In February, Jeremy Corbyn and John McDonnell gave two separate speeches on Labour’s future plans for public ownership and democratic control of the railways, energy, water, and other utilities. They threw down the gauntlet to the Tories and, more importantly, to the Labour Party itself by giving members a stark choice: support the plans and ditch the single market and customs union, or reject party policy.
In his speech, Corbyn talked of the need to create a “different kind of society”, and McDonnell promised “the next Labour government will put democratically owned and managed public services irreversibly in the hands of workers”. This pledge, coupled with Labour’s plans for borrowing to invest and state aid for British industry including using procurement to support British firms, make current Labour policies the most radical since 1945. But unlike that Attlee government, a Corbyn government today would be unable to put its policies into practice. That “different kind of society” is incompatible with membership of the single market and the customs union.
Take the supposedly intractable issue of the Irish border. We are told that without a customs union, a hard border is inevitable. Yet a simple search of the EU website reveals a November 2017 EU report into ‘smart’ border options.
According to the study, commissioned by the European Parliament’s policy department for citizens’ rights and constitutional affairs, “standards and best practices such as domestic and cross-border coordinated border management, as well as trusted trader and trusted traveller programs, can significantly reduce compliance requirements and make borders almost friction-free. Customs and other border control practices that keep the border open, such as release before clearance, deferred duty payments and clearance away from the border, also help keep the border free of traffic and speed up or even remove the need for processing.
“Technologies such as automatic number plate recognition, enhanced driver’s licenses, barcode scanning and the use of smartphone apps can also have a significant impact by reducing paperwork and allowing pre- or on-arrival release, which can reduce or even eliminate the need to stop or undergo checks.”

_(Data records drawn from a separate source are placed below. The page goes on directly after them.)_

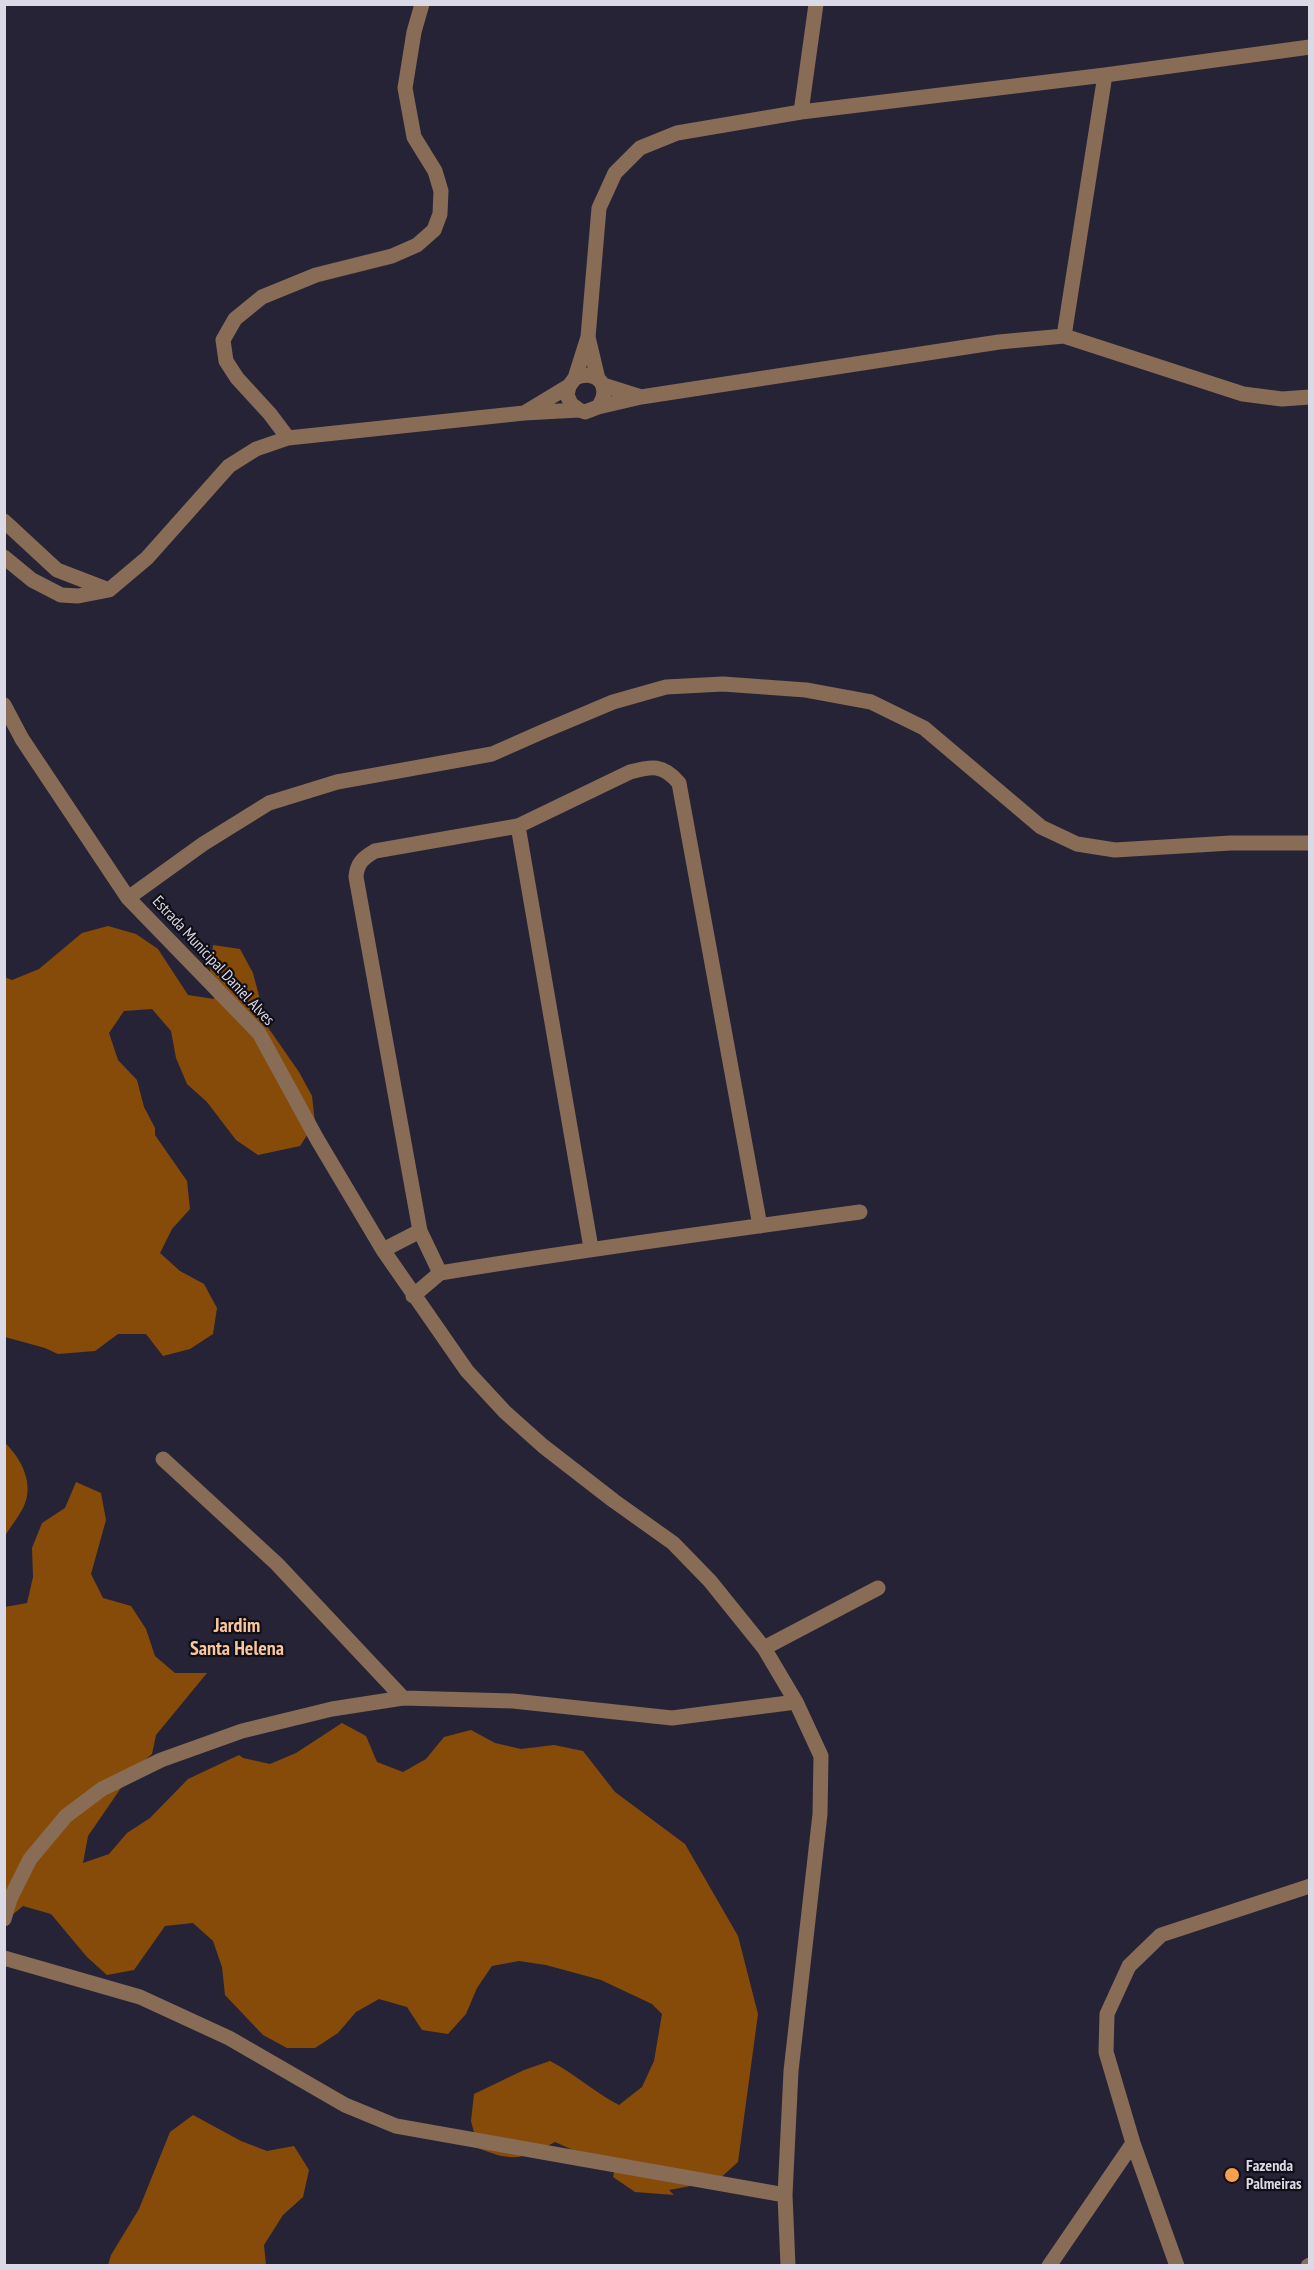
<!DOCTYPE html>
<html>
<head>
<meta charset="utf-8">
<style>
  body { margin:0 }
  #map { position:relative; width:1314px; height:2270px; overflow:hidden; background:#272337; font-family:"PT Sans Narrow",sans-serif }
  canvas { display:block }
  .frame { position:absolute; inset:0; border:6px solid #dbd9e6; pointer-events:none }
</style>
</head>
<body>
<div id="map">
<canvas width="1314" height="2270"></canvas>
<div class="frame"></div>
</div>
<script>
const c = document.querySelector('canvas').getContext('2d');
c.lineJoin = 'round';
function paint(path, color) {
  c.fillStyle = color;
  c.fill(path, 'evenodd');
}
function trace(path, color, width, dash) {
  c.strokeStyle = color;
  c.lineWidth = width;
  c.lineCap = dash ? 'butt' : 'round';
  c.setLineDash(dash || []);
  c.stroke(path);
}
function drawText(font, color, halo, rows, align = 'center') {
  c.font = font + ' "PT Sans Narrow",sans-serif';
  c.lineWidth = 4.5;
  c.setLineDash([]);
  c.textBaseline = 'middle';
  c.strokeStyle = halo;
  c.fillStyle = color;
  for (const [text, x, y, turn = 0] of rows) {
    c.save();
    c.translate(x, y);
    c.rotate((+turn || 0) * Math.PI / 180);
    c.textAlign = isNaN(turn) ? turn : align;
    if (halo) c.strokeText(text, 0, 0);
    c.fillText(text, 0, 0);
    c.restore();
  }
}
const forest = new Path2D(`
  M108 926 136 934 158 949 188 995 214 999 210 972 213 945 240 949 253 973 267 1026 299 1072 312 1096 315 1123 300 1146 258 1155 236 1140 207 1102 187 1084 176 1058 171 1031 152 1009 124 1011 109 1033 118 1060 137 1080 144 1107 155 1128V1135L187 1181 190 1209 172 1229 160 1253 180 1271 204 1284 217 1308 213 1334 190 1349 163 1356 146 1334H118L95 1351 58 1354 45 1348 5 1337 4 977 12 980 39 969 82 933Z
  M5 1443C22 1459 35 1485 23 1508 18 1518 10 1527 5 1536Z
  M76 1482 101 1493 106 1520 91 1574 103 1598 131 1606 146 1629 155 1656 175 1673H207L156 1735 152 1754 134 1769 88 1836 83 1863 109 1854 127 1833 150 1818 188 1779 239 1755 243 1758 270 1764 296 1753 342 1723 366 1736 377 1762 403 1772 426 1759 444 1737 471 1730 495 1743 521 1749 554 1745 583 1751 615 1792 685 1844 738 1936 758 2014 738 2162 717 2181 669 2190 674 2195 635 2192 613 2177 615 2169 555 2142C521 2160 513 2162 478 2148L471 2121 474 2094 524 2070 550 2061C575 2074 594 2092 619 2105L642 2087 654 2061 662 2014 652 2004 601 1980 546 1965 519 1961 492 1966 477 1988 466 2014 448 2034 422 2030 407 2007 379 1999 356 2012 338 2033 315 2048H287L263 2035 225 1995 222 1967 213 1941 193 1923 165 1926 134 1970 107 1975 87 1957 51 1914 23 1906 5 1921V1607L27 1603 33 1577 32 1548 42 1523 65 1508Z
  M193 2115 241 2141 267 2151 294 2146 309 2170 303 2197 283 2215 264 2245 266 2265H108L111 2255 139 2209 170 2132Z`);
const minor = new Path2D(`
  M801 112 816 4
  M1064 336 1105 75
  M588 337 598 379
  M575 378C597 368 613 387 598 407L585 412 579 410 571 404 567 395 569 386 575 378 588 337 599 208 615 173 640 148 677 133 801 112 1105 75 1310 47
  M603 385 641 397
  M598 407 641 397 999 342 1064 336 1243 394 1282 399 1310 397
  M526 412 569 386
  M288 438 270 414 237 378 226 361 223 340 235 319 262 297 316 275 392 256 417 245 434 230 440 214 441 191 435 171 414 137 405 88 414 32 422 4
  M4 521 57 570 109 590
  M4 557 32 580 61 595 78 596 109 590 147 558 229 466 256 449 288 438 524 413 579 410
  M4 705 22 739 128 898 259 1033 317 1139 383 1250 467 1371 505 1412 543 1446 614 1501 673 1543 710 1581 764 1648 796 1702 821 1756 820 1814 791 2071 785 2195 788 2266
  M518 826 591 1248
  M128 898 203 844 269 803 337 782 492 754 544 731 613 702 666 687 723 684 806 690 871 702 924 728 1041 827 1077 844 1115 850 1231 843H1310
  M760 1226 679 783C663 764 652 766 630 772L518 826 375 851C363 858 357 863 356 877L420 1231 440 1273C580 1250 720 1231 860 1212
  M383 1250 420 1231
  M413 1296 440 1273
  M163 1459 277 1564 403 1698
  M764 1648 878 1588
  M4 1919 10 1899 30 1859 66 1816 102 1789 161 1760 242 1731 332 1709 403 1698 513 1701 672 1718 796 1702
  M4 1958 140 1997 229 2038 345 2105 396 2126 785 2195
  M1049 2266 1133 2143
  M1177 2266 1133 2143 1106 2052 1107 2014 1129 1966 1161 1935 1310 1886
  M1308 2266 1310 2265`);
const markers = [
  [1232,2175,8,"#fa9f4e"]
];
const streetNames = [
  ["Estrada Municipal Daniel Alves",213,961,47]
];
const poiNames = [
  ["Fazenda",1246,2166],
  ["Palmeiras",1246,2184]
];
const quarterNames = [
  ["Jardim",237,1626],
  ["Santa Helena",237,1649]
];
paint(forest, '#874b09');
trace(minor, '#886c56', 15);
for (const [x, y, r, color] of markers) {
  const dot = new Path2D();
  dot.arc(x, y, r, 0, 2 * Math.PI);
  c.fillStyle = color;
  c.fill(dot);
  trace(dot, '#100e17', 2);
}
drawText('16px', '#dbd9e6', '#100e17', streetNames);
drawText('bold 16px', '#dbd9e6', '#100e17', poiNames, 'left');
drawText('bold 20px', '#f9c59c', '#100e17', quarterNames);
</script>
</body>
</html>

Let’s move on to state ownership. Under EU rules, it must operate in a competitive market with strict competitive tendering rules. In the case of the railways, a simple search would come up with the EU’s programme for ‘rail liberalisation’, which “introduces the principle of mandatory tendering for public service contracts in rail” and rules out the creation of an integrated public monopoly responsible for passenger and freight services along the lines of British Rail. As for democratic control, it’s out of the question – the EU has been shown to have a distinct aversion to democracy. Just look how often the EU forced member states to vote a second time when the first vote came up with a result the EU found unacceptable.

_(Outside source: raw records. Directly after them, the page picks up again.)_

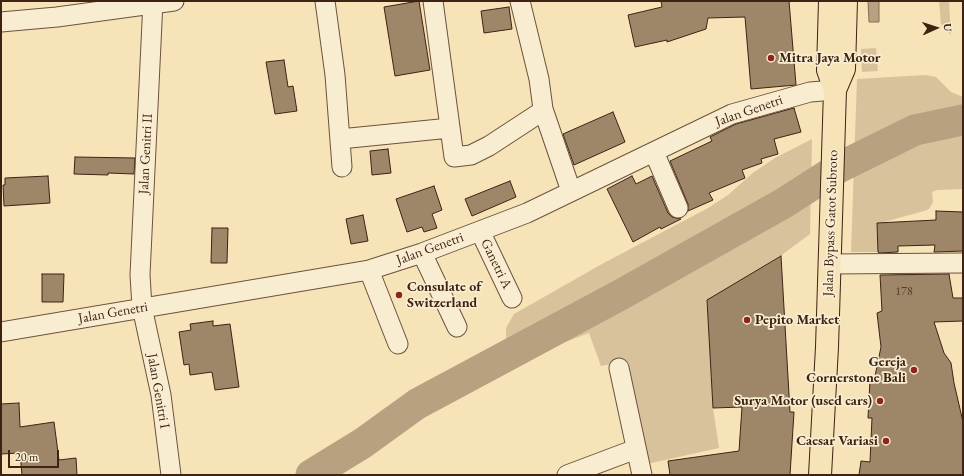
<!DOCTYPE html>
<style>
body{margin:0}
#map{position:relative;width:964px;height:476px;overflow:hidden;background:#f6e3b8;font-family:"EB Garamond",serif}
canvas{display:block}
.frame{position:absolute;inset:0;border:2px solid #3e2214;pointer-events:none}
.north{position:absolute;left:916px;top:8px;width:40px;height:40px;-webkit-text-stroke:3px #f9edd1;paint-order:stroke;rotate:87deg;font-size:11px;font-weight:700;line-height:16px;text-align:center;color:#3e2214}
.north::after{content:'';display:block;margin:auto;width:14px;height:18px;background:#3e2214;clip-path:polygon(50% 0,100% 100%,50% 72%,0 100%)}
.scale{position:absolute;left:8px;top:450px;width:51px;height:18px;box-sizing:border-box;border:2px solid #3e2214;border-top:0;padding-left:5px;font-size:12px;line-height:14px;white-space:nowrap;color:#3e2214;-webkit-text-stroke:3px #f9edd1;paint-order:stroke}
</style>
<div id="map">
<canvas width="964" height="476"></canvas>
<div class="frame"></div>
<div class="north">U</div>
<div class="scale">20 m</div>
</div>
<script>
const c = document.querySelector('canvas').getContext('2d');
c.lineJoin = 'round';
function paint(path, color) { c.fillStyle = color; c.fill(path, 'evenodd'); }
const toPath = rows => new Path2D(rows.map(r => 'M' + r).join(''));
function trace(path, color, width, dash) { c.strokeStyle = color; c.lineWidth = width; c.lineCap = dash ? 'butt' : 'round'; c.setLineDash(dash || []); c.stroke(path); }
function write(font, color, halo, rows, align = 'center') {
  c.font = font + ' "EB Garamond",serif'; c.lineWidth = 3.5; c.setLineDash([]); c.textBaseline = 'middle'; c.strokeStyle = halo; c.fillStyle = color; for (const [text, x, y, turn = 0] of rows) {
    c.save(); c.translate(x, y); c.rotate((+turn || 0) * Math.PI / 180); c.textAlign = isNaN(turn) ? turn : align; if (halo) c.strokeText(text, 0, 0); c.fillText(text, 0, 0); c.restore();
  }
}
paint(toPath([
 [939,1,949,1,951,35,941,24],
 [876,48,878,71,862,72,861,49],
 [926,75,936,77,951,92,963,97,963,189,937,190,932,192,933,202,929,209,924,211,884,222,877,223,878,252,851,252,857,79],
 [812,139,810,234,779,257,707,301,713,408,719,448,647,464,624,361,601,366,589,333,515,361,506,339,506,328,514,314,602,264,708,208,728,195,754,172,775,158]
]), '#d7c29c');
const water = toPath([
 [868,1,879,1,879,22,869,22,868,1]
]);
paint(water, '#b7a180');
trace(water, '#876e55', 1);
trace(toPath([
 [311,475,363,443,417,404,622,294,784,203,840,167,915,130,963,120]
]), '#b7a180', 31);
const building = toPath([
 [419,1,430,70,395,76,384,7,419,1],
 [661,1,789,1,796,85,751,89,745,17,708,18,706,29,667,42,667,40,635,47,628,15,662,7,661,1],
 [509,7,512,29,484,33,481,11,509,7],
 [284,60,288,87,293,86,297,111,275,114,266,62,284,60],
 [794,108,801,132,774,139,778,154,761,159,762,163,742,170,745,178,709,193,713,200,688,211,688,204,670,161,712,141,710,137,736,124,794,108],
 [613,112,625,142,574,165,563,134,613,112],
 [388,149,391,173,372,175,370,151,388,149],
 [75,157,135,158,134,174,108,173,108,175,74,174,75,157],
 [48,176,50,203,4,206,3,185,5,185,5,178,48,176],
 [632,176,636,184,652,176,668,213,672,217,681,219,661,229,660,227,633,242,607,189,632,176],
 [510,181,516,197,472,216,465,199,510,181],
 [434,186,442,210,432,214,437,228,424,232,422,227,407,232,396,199,434,186],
 [936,211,963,212,963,251,934,252,935,245,898,246,898,252,879,253,878,252,877,223,936,220,936,211],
 [363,215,368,241,351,244,346,219,363,215],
 [212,228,228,228,227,263,211,263,212,228],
 [781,256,790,412,794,412,790,475,670,475,668,461,739,451,742,407,713,408,707,300,781,256],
 [42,274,64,274,63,302,42,302,42,274],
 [949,274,953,298,963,298,963,321,934,322,944,353,951,363,954,383,963,422,963,475,859,475,861,461,870,462,872,418,868,418,870,380,874,381,881,347,877,313,882,311,880,275,949,274],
 [213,321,213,326,230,324,239,387,215,390,212,372,190,375,189,364,184,365,179,332,191,330,190,324,213,321],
 [19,403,20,427,54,422,59,460,76,458,77,475,22,475,20,453,1,454,1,404,19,403]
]);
paint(building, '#9e8669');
trace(building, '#3e2214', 1);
const minor = toPath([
 [153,1,140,275,142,307,161,395,171,475],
 [325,1,335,75,342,167],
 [433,1,454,157,471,155,489,146,541,112,543,109,539,79,520,1],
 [1,22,57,17,174,1],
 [543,109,571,191],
 [340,139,450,128],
 [654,152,678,208],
 [480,231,512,298],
 [422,253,457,327],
 [829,264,963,263],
 [369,270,398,344],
 [1,332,369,270,422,253,527,213,732,114,810,92,835,90],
 [619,368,642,475],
 [567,475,636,449]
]);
const highway = toPath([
 [835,90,844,69,846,1],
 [820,475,827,347,835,90,828,70,830,1]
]);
trace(minor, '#6c523d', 21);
trace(highway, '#3e2214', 24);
trace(minor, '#f9edd1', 19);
trace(highway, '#f6e3b8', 22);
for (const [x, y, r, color] of [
 [771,58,4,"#8f2418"],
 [399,295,4,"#8f2418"],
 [747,320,4,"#8f2418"],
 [914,370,4,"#8f2418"],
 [880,401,4,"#8f2418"],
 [886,441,4,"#8f2418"]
]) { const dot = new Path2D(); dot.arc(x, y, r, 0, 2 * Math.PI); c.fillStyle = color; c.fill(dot); trace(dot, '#f9edd1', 1.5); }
write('12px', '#563b29', null, [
 ["178",904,292]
]);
write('bold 14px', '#3e2214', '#f9edd1', [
 ["Mitra Jaya Motor",779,58],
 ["Consulate of",407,287],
 ["Switzerland",407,303],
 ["Pepito Market",755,320],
 ["Gereja",906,362,"right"],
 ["Cornerstone Bali",906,378,"right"],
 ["Surya Motor (used cars)",872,401,"right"],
 ["Caesar Variasi",878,441,"right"]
], 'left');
write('14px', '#3e2214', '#f9edd1', [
 ["Jalan Genetri",749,111,-19],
 ["Jalan Genitri II",146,154,-87],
 ["Jalan Bypass Gatot Subroto",831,223,-88],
 ["Jalan Genetri",430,249,-20],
 ["Ganetri A",496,264,64],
 ["Jalan Genetri",113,313,-10],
 ["Jalan Genitri I",158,391,80]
]);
</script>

The same goes for borrowing to invest. The EU’s Stability and Growth Pact (SGP) sets a limit on member states’ deficits as a percentage of GDP. It was to avoid breaching this limit that the disastrous PFI contracts were brought in. Again, a simple search reveals the aims of the SGP: “to correct excessive budget deficits or excessive public debt burdens”.
And the list goes on. On state aid, Article 107 contains a general prohibition but exemptions may be sought from the Commission to do so. The Labour leadership is aware that membership of the single market and the customs union is incompatible with its plans for public ownership, state aid and state deficit above a limit set by the EU. Labour’s membership needs to catch up.
Fawzi Ibrahim is a national officer of Trade Unionists Against the EU.